Each year, near graduation time, I think of Emily Carr. Why? Because Emily Carr rejected me on the eve of my high school graduation. 

Obviously, it wasn't her personally, but the school named after her did. I was devastated. I had given up so much to pursue her appreciation and acceptance, only to be delivered the bad news on the night of my high school graduation. I was stunned. I walked through the evening in a daze, replaying the interview process through my mind. What did I do wrong? What did I say? Why don't they like me?

The fact is that I shouldn't have been too surprised. The two faculty members who interviewed me were less than enthusiastic. They said my work was rigid and my style too technical compared to my competitors.

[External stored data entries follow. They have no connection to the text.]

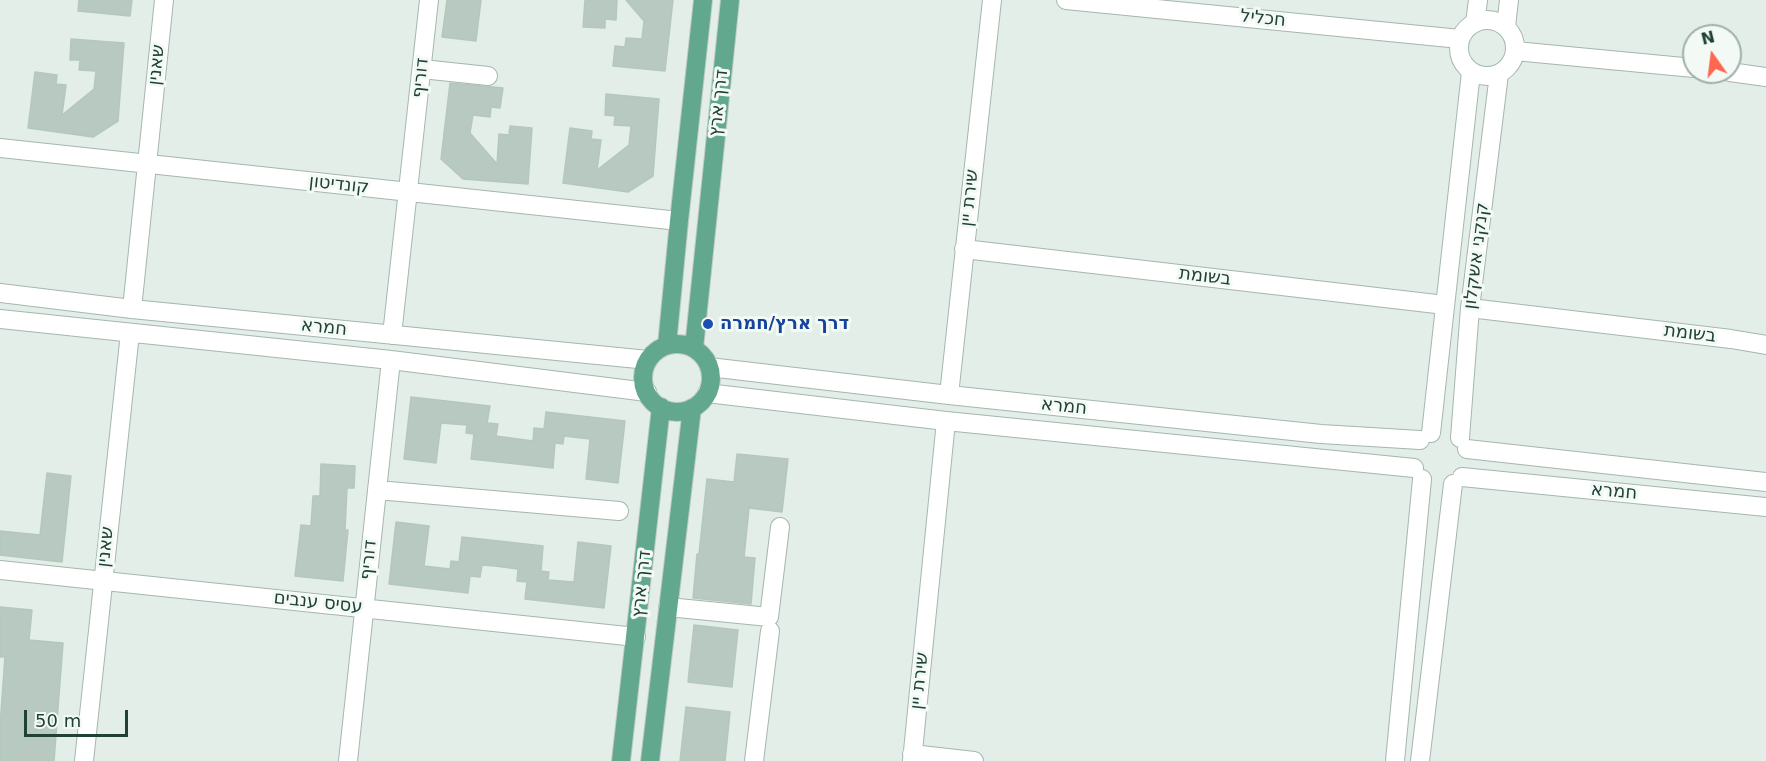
<!DOCTYPE html>
<html>
<head>
<meta charset="utf-8">
<style>
	body { margin:0 }
	#map { position:relative; width:1766px; height:761px; overflow:hidden; background:#e2eee7; font-family:"DejaVu Sans",sans-serif }
	canvas { display:block }
	.north { position:absolute; left:1682px; top:24px; width:60px; height:60px; box-sizing:border-box; background:#f3faf6; border:2px solid #9fb0a9; border-radius:50%; rotate:346deg; font-size:16px; font-weight:700; line-height:24px; text-align:center; color:#204135 }
	.north::after { content:''; display:block; margin:auto; width:21px; height:27px; background:#ff664f; clip-path:polygon(50% 0,100% 100%,50% 72%,0 100%) }
	.scale { position:absolute; left:24px; top:710px; width:104px; height:27px; box-sizing:border-box; border:3px solid #204135; border-top:0; padding-left:8px; font-size:18px; line-height:21px; white-space:nowrap; color:#204135; -webkit-text-stroke:4px #f3faf6; paint-order:stroke }
</style>
</head>
<body>
<div id="map">
<canvas width="1766" height="761"></canvas>
<div class="north">N</div>
<div class="scale">50 m</div>
</div>
<script>
const g = document.querySelector('canvas').getContext('2d');
g.lineJoin = 'round';
function paint(path, color) {
  g.fillStyle = color;
  g.fill(path, 'evenodd');
}
function toPath(rows) {
  const path = new Path2D();
  for (const r of rows) {
    if (r.length === 3) {
      path.moveTo(r[0] + r[2], r[1]);
      path.arc(r[0], r[1], r[2], 0, 2 * Math.PI);
      continue;
    }
    path.moveTo(r[0], r[1]);
    for (let i = 2; i < r.length; i += 2) path.lineTo(r[i], r[i + 1]);
  }
  return path;
}
function trace(path, color, width, dash) {
  g.strokeStyle = color;
  g.lineWidth = width;
  g.lineCap = dash ? 'butt' : 'round';
  g.setLineDash(dash || []);
  g.stroke(path);
}
function label(font, color, halo, rows, align = 'center') {
  g.font = font + ' "DejaVu Sans","Noto Sans Hebrew",sans-serif';
  g.lineWidth = 6;
  g.setLineDash([]);
  g.textBaseline = 'middle';
  g.strokeStyle = halo;
  g.fillStyle = color;
  for (const [text, x, y, turn = 0] of rows) {
    g.save();
    g.translate(x, y);
    g.rotate((+turn || 0) * Math.PI / 180);
    g.textAlign = isNaN(turn) ? turn : align;
    if (halo) g.strokeText(text, 0, 0);
    g.fillText(text, 0, 0);
    g.restore();
  }
}
const building = toPath([
	[79,0,132,0,130,16,78,11,79,0],
	[447,0,481,0,476,41,442,37,447,0],
	[585,0,617,0,616,20,605,19,605,28,583,27,585,0],
	[626,0,673,0,665,71,613,66,615,46,625,47,626,38,642,39,644,21,626,0],
	[71,39,124,43,118,121,93,137,28,128,35,72,57,75,56,84,66,85,62,115,94,89,96,71,79,70,80,60,70,60,71,39],
	[450,83,503,88,500,108,491,107,490,117,473,115,470,133,497,164,499,134,509,135,510,126,532,128,528,184,463,179,441,159,450,83],
	[606,94,659,99,653,176,628,192,563,183,570,128,592,131,591,139,601,140,597,170,629,145,631,126,614,125,615,116,605,115,606,94],
	[411,397,490,406,487,423,498,424,496,436,533,441,534,428,544,429,546,412,625,421,618,483,586,479,590,439,564,436,563,444,555,443,553,468,517,464,471,459,474,434,466,433,467,425,441,423,436,463,404,459,411,397],
	[737,454,788,459,782,512,749,508,744,557,755,558,751,604,693,598,697,554,699,554,707,479,734,482,737,454],
	[321,464,355,466,354,488,347,488,345,530,348,530,343,581,295,576,301,525,311,526,313,496,320,496,321,464],
	[47,473,71,476,62,562,0,555,0,531,40,535,47,473],
	[396,522,429,526,424,566,450,569,451,561,459,562,462,537,508,542,543,546,541,571,549,572,548,580,574,582,578,542,611,546,604,608,525,599,527,582,517,581,518,569,495,566,482,565,480,577,470,576,468,593,389,584,396,522],
	[0,607,32,610,29,640,63,643,54,761,0,761,0,726,5,657,0,657,0,607],
	[694,625,738,630,732,687,688,682,694,625],
	[686,707,730,712,725,761,680,761,686,707]
]);
paint(building, '#b7c9c0');
trace(building, '#b4c8be', 1.5);
const minor = toPath([
	[1066,0,1460,39],
	[1487,48,28],
	[1475,23,1478,0],
	[1506,27,1509,0],
	[1515,51,1694,68],
	[422,69,488,76],
	[1730,72,1766,77],
	[0,148,679,221],
	[964,249,1445,305],
	[0,293,132,309,648,360],
	[1470,308,1731,339,1766,345],
	[132,309,164,0],
	[0,319,391,360,647,392],
	[392,335,429,0],
	[709,367,949,395,1321,434,1420,440],
	[707,393,946,421,1414,468],
	[949,395,992,0],
	[1431,433,1471,72],
	[1460,438,1470,308,1499,74],
	[1467,449,1766,482],
	[1462,477,1766,507],
	[377,490,619,511],
	[0,570,636,637],
	[668,607,769,617,780,527],
	[912,754,974,761],
	[84,761,130,333],
	[348,761,391,360],
	[754,761,770,631],
	[912,761,946,421],
	[1395,761,1422,479],
	[1420,761,1453,484]
]);
const major = toPath([
	[677,378,34],
	[667,345,679,221,703,0],
	[694,348,730,0],
	[621,761,661,407],
	[650,761,692,408]
]);
trace(minor, '#a4b7ae', 20);
trace(major, '#c1cac6', 20);
trace(minor, '#fff', 18);
trace(major, '#62a88e', 18);
for (const [x, y, r, color] of [
	[708,324,6,"#1a4fb4"]
]) {
  const dot = new Path2D();
  dot.arc(x, y, r, 0, 2 * Math.PI);
  g.fillStyle = color;
  g.fill(dot);
  trace(dot, '#f3faf6', 2);
}
label('18px', '#204135', '#f3faf6', [
	["חכליל",1263,19,6],
	["שאנין",157,65,-84],
	["דוריף",421,78,-84],
	["דרך ארץ",719,103,-84],
	["קונדיטון",339,185,6],
	["שירת יין",970,198,-84],
	["קנקני אשקלון",1477,256,-83],
	["בשומת",1205,277,7],
	["חמרא",324,328,6],
	["בשומת",1690,334,7],
	["חמרא",1064,407,6],
	["חמרא",1614,492,5],
	["שאנין",106,547,-84],
	["דוריף",369,560,-84],
	["דרך ארץ",642,584,-84],
	["עסיס ענבים",318,603,6],
	["שירת יין",920,681,-84]
]);
label('bold 18px', '#164399', '#f3faf6', [
	["דרך ארץ/חמרה",720,324]
], 'left');
</script>
</body>
</html>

I recall a classmate who got accepted had a portfolio filled with pictures made with a can of spray paint and coat hangers as stencils. He called one Penguins on the Fourth of July. He got in. My portfolio had ballerinas, children in poverty and landscape paintings. Could they not see my depth, compassion and soul? It was there in every pencil's stroke and every colour's reflection.

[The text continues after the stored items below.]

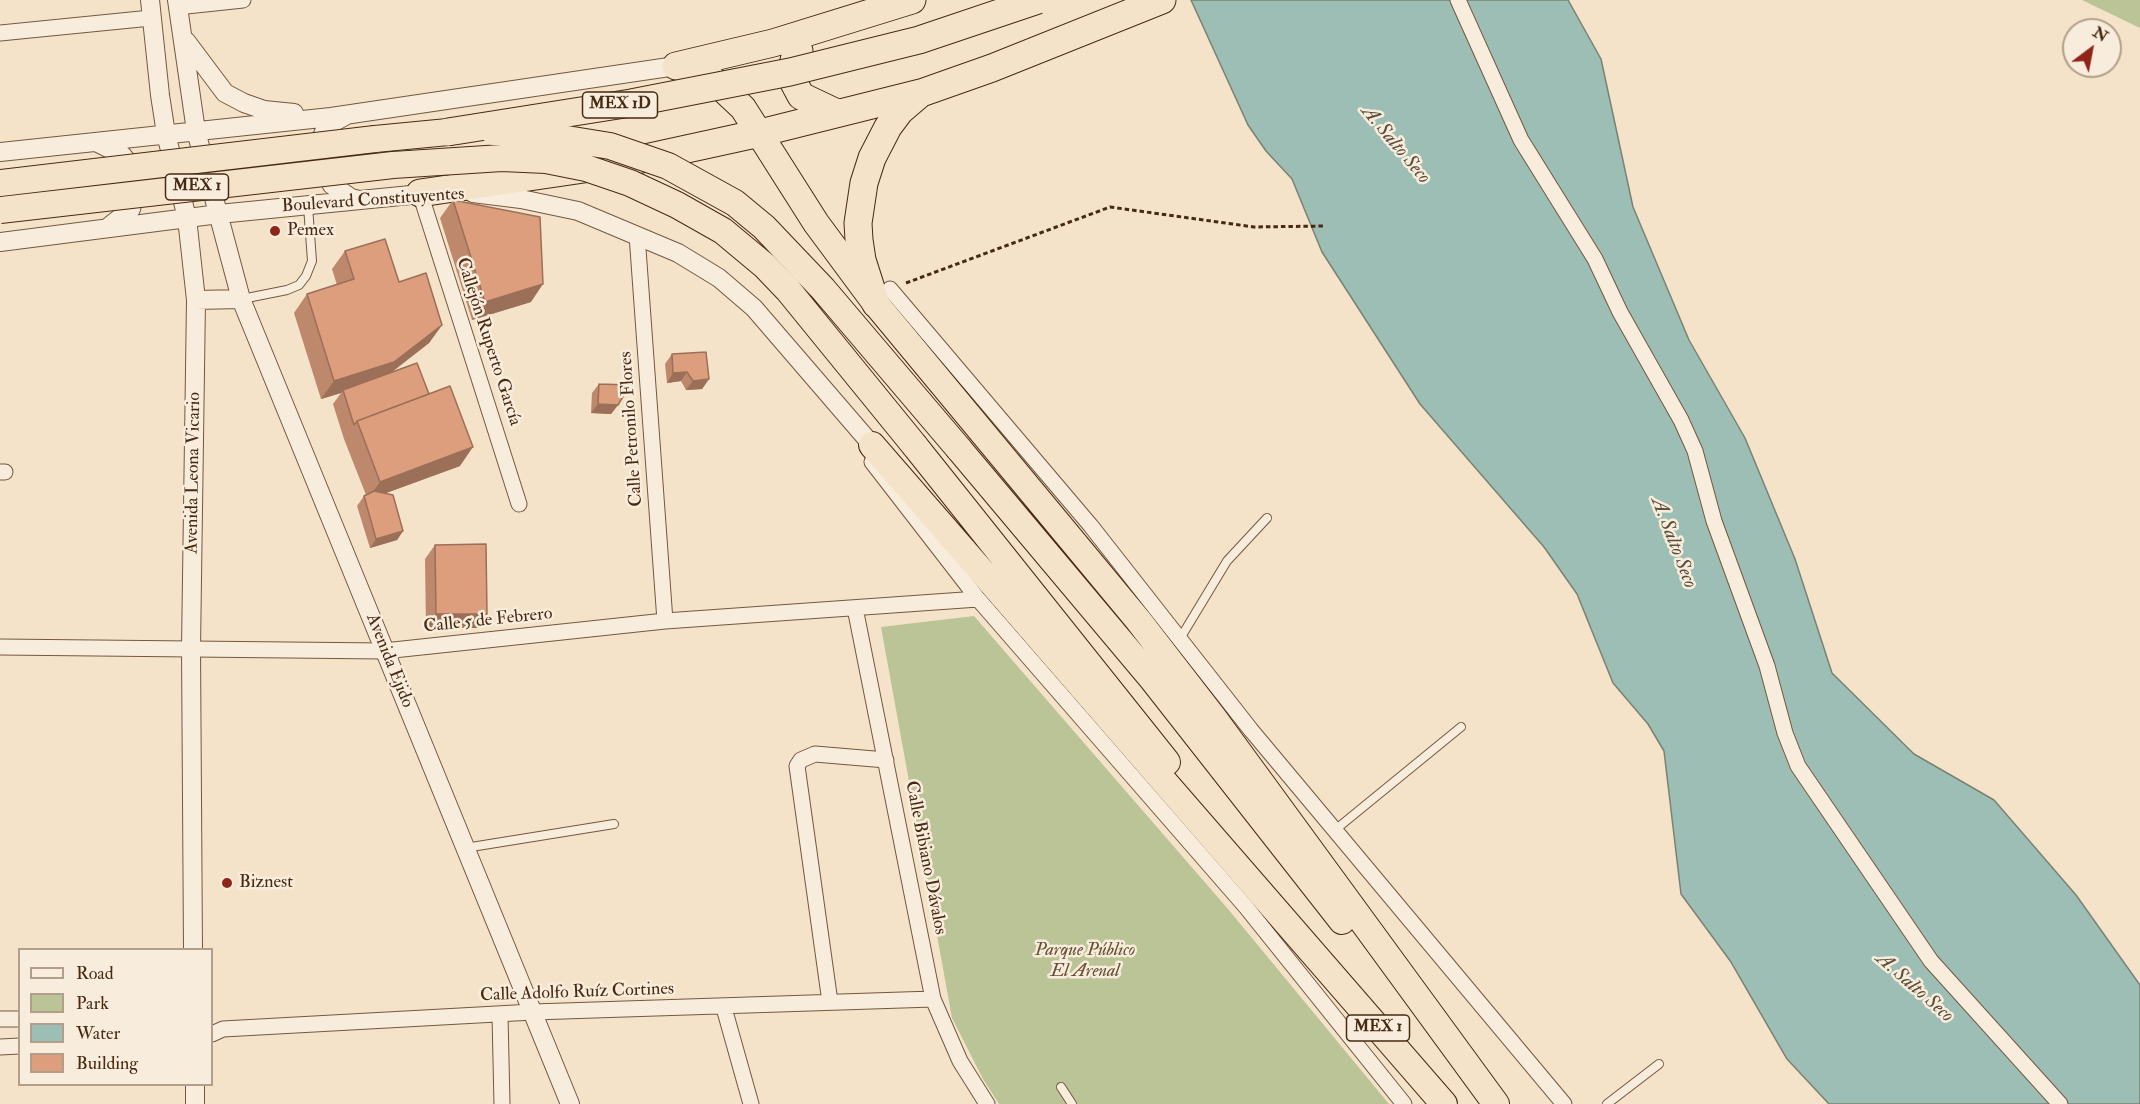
<!DOCTYPE html>
<html>
<head>
<meta charset="utf-8">
<style>
  body { margin:0 }
  #map { position:relative; width:2140px; height:1104px; overflow:hidden; background:#f4e3c9; font-family:"IM FELL Double Pica",serif }
  canvas { display:block }
  .legend { position:absolute; left:18px; top:948px; width:195px; height:138px; box-sizing:border-box; background:#f8eddc; border:2px solid #b29f8b; margin:0; padding:8px 10px; list-style:none; font-size:18px; color:#482912 }
  .legend li { display:flex; align-items:center; gap:12px; height:30px }
  .legend b { width:30px; border:2px solid #b29f8b }
  .north { position:absolute; left:2062px; top:18px; width:60px; height:60px; box-sizing:border-box; background:#f8eddc; border:2px solid #b29f8b; border-radius:50%; rotate:32deg; font-size:16px; font-weight:700; line-height:24px; text-align:center; color:#482912 }
  .north::after { content:''; display:block; margin:auto; width:21px; height:27px; background:#8f2418; clip-path:polygon(50% 0,100% 100%,50% 72%,0 100%) }
</style>
</head>
<body>
<div id="map">
<canvas width="2140" height="1104"></canvas>
<ul class="legend">
<li><b style="height:8px;background:#f8eddc"></b>Road</li>
<li><b style="height:16px;background:#bbc496"></b>Park</li>
<li><b style="height:16px;background:#9cbeb5"></b>Water</li>
<li><b style="height:16px;background:#dd9e7e"></b>Building</li>
</ul>
<div class="north">N</div>
</div>
<script>
const ctx = document.querySelector('canvas').getContext('2d');
ctx.lineJoin = 'round';
function paint(path, color) {
  ctx.fillStyle = color;
  ctx.fill(path, 'evenodd');
}
function toPath(rows) {
  const path = new Path2D();
  for (const r of rows) {
    path.moveTo(r[0], r[1]);
    for (let i = 2; i < r.length; i += 2) path.lineTo(r[i], r[i + 1]);
  }
  return path;
}
function strokePath(path, color, width, dash) {
  ctx.strokeStyle = color;
  ctx.lineWidth = width;
  ctx.lineCap = dash ? 'butt' : 'round';
  ctx.setLineDash(dash || []);
  ctx.stroke(path);
}
function write(font, color, halo, rows, align = 'center') {
  ctx.font = font + ' "IM FELL Double Pica",serif';
  ctx.lineWidth = 5;
  ctx.setLineDash([]);
  ctx.textBaseline = 'middle';
  ctx.strokeStyle = halo;
  ctx.fillStyle = color;
  for (const [text, x, y, turn = 0] of rows) {
    ctx.save();
    ctx.translate(x, y);
    ctx.rotate((+turn || 0) * Math.PI / 180);
    ctx.textAlign = isNaN(turn) ? turn : align;
    if (halo) ctx.strokeText(text, 0, 0);
    ctx.fillText(text, 0, 0);
    ctx.restore();
  }
}
paint(toPath([
  [2082,0,2140,0,2140,28],
  [974,616,1228,909,1389,1104,999,1104,983,1079,952,1018,881,627]
]), '#bbc496');
const water = toPath([
  [1191,0,1568,0,1601,59,1633,207,1689,340,1745,438,1795,559,1832,673,1914,754,1994,800,2076,895,2140,985,2140,1104,1829,1104,1787,1059,1731,962,1681,894,1664,751,1648,724,1613,683,1577,594,1544,547,1420,404,1322,252,1292,179,1266,151,1248,125,1191,0]
]);
paint(water, '#9cbeb5');
strokePath(water, '#7a8274', 1.5);
const service = toPath([
  [242,299,287,290,299,285,306,276,312,261,308,206],
  [1181,637,1227,561,1267,518],
  [1335,830,1461,727],
  [465,848,614,824],
  [1061,1087,1072,1104],
  [1607,1104,1659,1064]
]);
const minor = toPath([
  [1458,0,1521,140,1595,259,1620,312,1681,420,1695,451,1714,521,1767,666,1785,733,1798,766,1931,961,2060,1104],
  [177,7,243,0],
  [0,33,151,18],
  [420,193,519,504],
  [637,235,665,621],
  [890,289,1091,526,1251,730,1564,1104],
  [872,462,978,599,1246,907,1404,1104],
  [0,472,5,472],
  [855,608,933,999,960,1061,987,1104],
  [0,647,384,651,665,621,978,599],
  [830,1002,797,766,801,760,815,754,886,760],
  [724,1008,751,1104],
  [500,1015,502,1104],
  [0,1019,20,1019],
  [212,1034,223,1029,533,1012,933,999],
  [0,1047,20,1046]
]);
const tertiary = toPath([
  [150,0,160,95,166,134,187,218,196,300,191,648,193,950],
  [177,0,196,131,241,299,570,1104],
  [186,41,225,93,244,103,264,110,294,113],
  [345,116,334,122,324,132,318,146,318,160,332,185,351,198,359,200],
  [96,142,122,155,132,167,138,181,131,209,107,228],
  [0,152,331,117,676,66],
  [473,193,521,199,578,211,678,253,719,278,754,308,872,445],
  [0,242,219,214,431,193],
  [196,300,241,299],
  [195,1104,195,1084]
]);
const trunk = toPath([
  [676,66,710,77,743,108,816,223,876,304,1138,620,1213,717,1496,1104],
  [375,139,448,132],
  [872,445,1444,1104],
  [915,446,1167,762],
  [959,449,1153,680,1342,921]
]);
const motorway = toPath([
  [799,51,794,60,793,81,801,96,837,113],
  [676,66,773,43,912,0],
  [420,193,618,164,760,133,924,92,992,68,1162,0],
  [876,304,862,260,859,240,858,223,864,183,872,158,888,127,900,111,921,93]
]);
strokePath(service, '#735840', 10);
strokePath(minor, '#735840', 17);
strokePath(tertiary, '#735840', 20);
strokePath(trunk, '#482912', 28);
strokePath(motorway, '#482912', 29);
strokePath(toPath([
  [906,283,1110,207,1254,227,1325,226]
]), '#482912', 3, [4.5, 3]);
strokePath(service, '#f8eddc', 8);
strokePath(minor, '#f8eddc', 15);
strokePath(tertiary, '#f8eddc', 18);
strokePath(trunk, '#f4e3c9', 26);
strokePath(motorway, '#f4e3c9', 27);
const trunkBridge = toPath([
  [494,132,542,135,610,146,668,166,735,203,764,227,823,289,959,449],
  [0,183,375,139],
  [0,210,393,165,502,158,546,160,586,168,630,183,677,205,723,231,765,266,788,290,915,446]
]);
const motorwayBridge = toPath([
  [448,132,631,103,790,72,919,40,1038,0]
]);
strokePath(trunkBridge, '#482912', 28, []);
strokePath(motorwayBridge, '#482912', 29, []);
strokePath(trunkBridge, '#f4e3c9', 26);
strokePath(motorwayBridge, '#f4e3c9', 27);
paint(toPath([
  [453,200,531,302,472,320,440,218],
  [345,251,399,282,442,325,429,343,391,373,429,394,460,466,386,493,403,531,397,540,370,548,357,506,364,496,366,495,344,439,333,404,341,393,321,399,294,313,307,294,337,285,332,269],
  [672,354,709,379,702,389,686,390,681,381,667,383,665,364],
  [599,384,618,405,611,414,591,413,592,393],
  [435,545,477,628,426,628,425,559]
]), '#be886c');
paint(toPath([
  [543,284,531,302,472,320,485,302],
  [442,325,429,343,381,380,343,390,341,393,321,399,334,381],
  [687,372,681,381,667,383,673,373],
  [709,379,702,389,686,390,693,381],
  [598,404,618,405,611,414,591,413],
  [473,447,460,466,367,500,380,482],
  [403,531,397,540,370,548,376,539],
  [436,614,487,614,477,628,426,628]
]), '#9b6f58');
const building = toPath([
  [453,200,540,217,543,284,485,302,453,200],
  [385,239,399,282,426,273,442,325,394,362,334,381,307,294,354,279,345,251,385,239],
  [706,352,709,379,693,381,687,372,673,373,672,354,706,352],
  [417,363,429,394,357,421,354,425,343,390,417,363],
  [599,384,630,385,618,405,598,404,599,384],
  [450,386,473,447,380,482,357,421,450,386],
  [374,491,393,495,403,531,376,539,364,496,374,491],
  [486,544,487,614,436,614,435,545,486,544]
]);
paint(building, '#dd9e7e');
strokePath(building, '#9b6f58', 1.5);
for (const [x, y, r, color] of [
  [275,231,6,"#8f2418"],
  [227,883,6,"#8f2418"]
]) {
  const dot = new Path2D();
  dot.arc(x, y, r, 0, 2 * Math.PI);
  ctx.fillStyle = color;
  ctx.fill(dot);
  strokePath(dot, '#f8eddc', 2);
}
for (const [x, y, w] of [
  [620,105,75],
  [197,187,63],
  [1378,1028,63]
]) {
  const box = new Path2D();
  box.roundRect(x - w / 2, y - 13, w, 26, 4.5);
  ctx.fillStyle = '#f8eddc';
  ctx.fill(box);
  strokePath(box, '#482912', 1.5);
}
write('bold 16px', '#482912', null, [
  ["MEX 1D",620,105],
  ["MEX 1",197,187],
  ["MEX 1",1378,1028]
]);
write('18px', '#482912', '#f8eddc', [
  ["Boulevard Constituyentes",373,201,-4],
  ["Callejón Ruperto García",488,342,72],
  ["Calle Petronilo Flores",632,429,-94],
  ["Avenida Leona Vicario",194,473,-89],
  ["Calle 5 de Febrero",488,621,-6],
  ["Avenida Ejido",389,661,68],
  ["Calle Bibiano Dávalos",925,858,79],
  ["Calle Adolfo Ruíz Cortines",577,993,-2]
]);
write('18px', '#482912', '#f8eddc', [
  ["Pemex",287,231],
  ["Biznest",239,883]
], 'left');
write('italic 18px', '#655033', '#f8eddc', [
  ["Parque Público",1085,951],
  ["El Arenal",1085,972]
]);
write('italic 20px', '#5d4e3b', '#f8eddc', [
  ["A. Salto Seco",1395,145,50],
  ["A. Salto Seco",1673,543,69],
  ["A. Salto Seco",1914,988,41]
]);
</script>
</body>
</html>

I had dedicated four years of my young life to art. I lived through elementary school when my mind struggled with all those left-brained tasks. From Grades 8-12, I was officially on the artist's path. My teachers believed in my talent and suggested to my parents that I focus on drawing, painting, printmaking, and photography. Although not artsy folks themselves, Mom and Dad could see that was where I belonged. They let me take the basics of math, science and French, so I was a well-rounded student, but they never pushed me too hard down the "you need to make a living" path.

So, what made me so rigid and technical? Well, it was my elementary school mindset. I thought my struggles with anything that didn't involve a sketch pad meant something was wrong with me. I seemed to live in a different world than everyone else. I was too sensitive. I was too shy, but I desperately wanted to be accepted like most. I struggled with the different points of view, and my mind jumped, too. The images I picked out of the blue. I had a strong need to express something meaningful to the world, but I didn't have the words to do it. Those would come later in life.

It's funny how life is sometimes. I moved on to Langara College's Fine Arts program, where they embraced me openly. My interviewer opened my portfolio, saw the scholarship and awards I had won, closed it and said, "You're in." His quick decision startled me, and seeing the confusion on his face, he explained that my commitment was evident and he didn't need any more than that (although he did look at the contents with equal enthusiasm). But the sting of rejection was too much. Everything I did in those 2 years never seemed good enough. The filter of failure robbed me of feeling connected to my creations.

That never good enough has haunted me since then. Although I have had artistic successes, I've never fully dedicated myself or appreciated that aspect of life. I have mostly morphed my talents into different careers to produce creations for others, but I'm frustrated at not having my artistic visions come to life. 

I discovered I was not alone when I shared this story with a friend. She, too, was told not to pursue her writing, and, like me, many years later, she is creating a new life and a new vision of herself. It's never too late to take a new direction.

So, if you know a new grad or are revitalizing your own life, don't take the perceptions and judgments of others to heart. They don't know who you are or who you need to be in this world. If you've delayed expressing yourself, don't beat yourself up. Just start now. Start with what you can. Plant your seeds and tend to your talent. That's what I intend to do.

Oh yeah, Emily, you're forgiven.

1 comment:

  1. Anonymous12:29 PM

    Have you talked to Kellen? He will tell you an earful of what he thinks of EC. As he says: knowing how to spread your own feces on canvas isn't art. He left EC with a rude hand gesture on his way.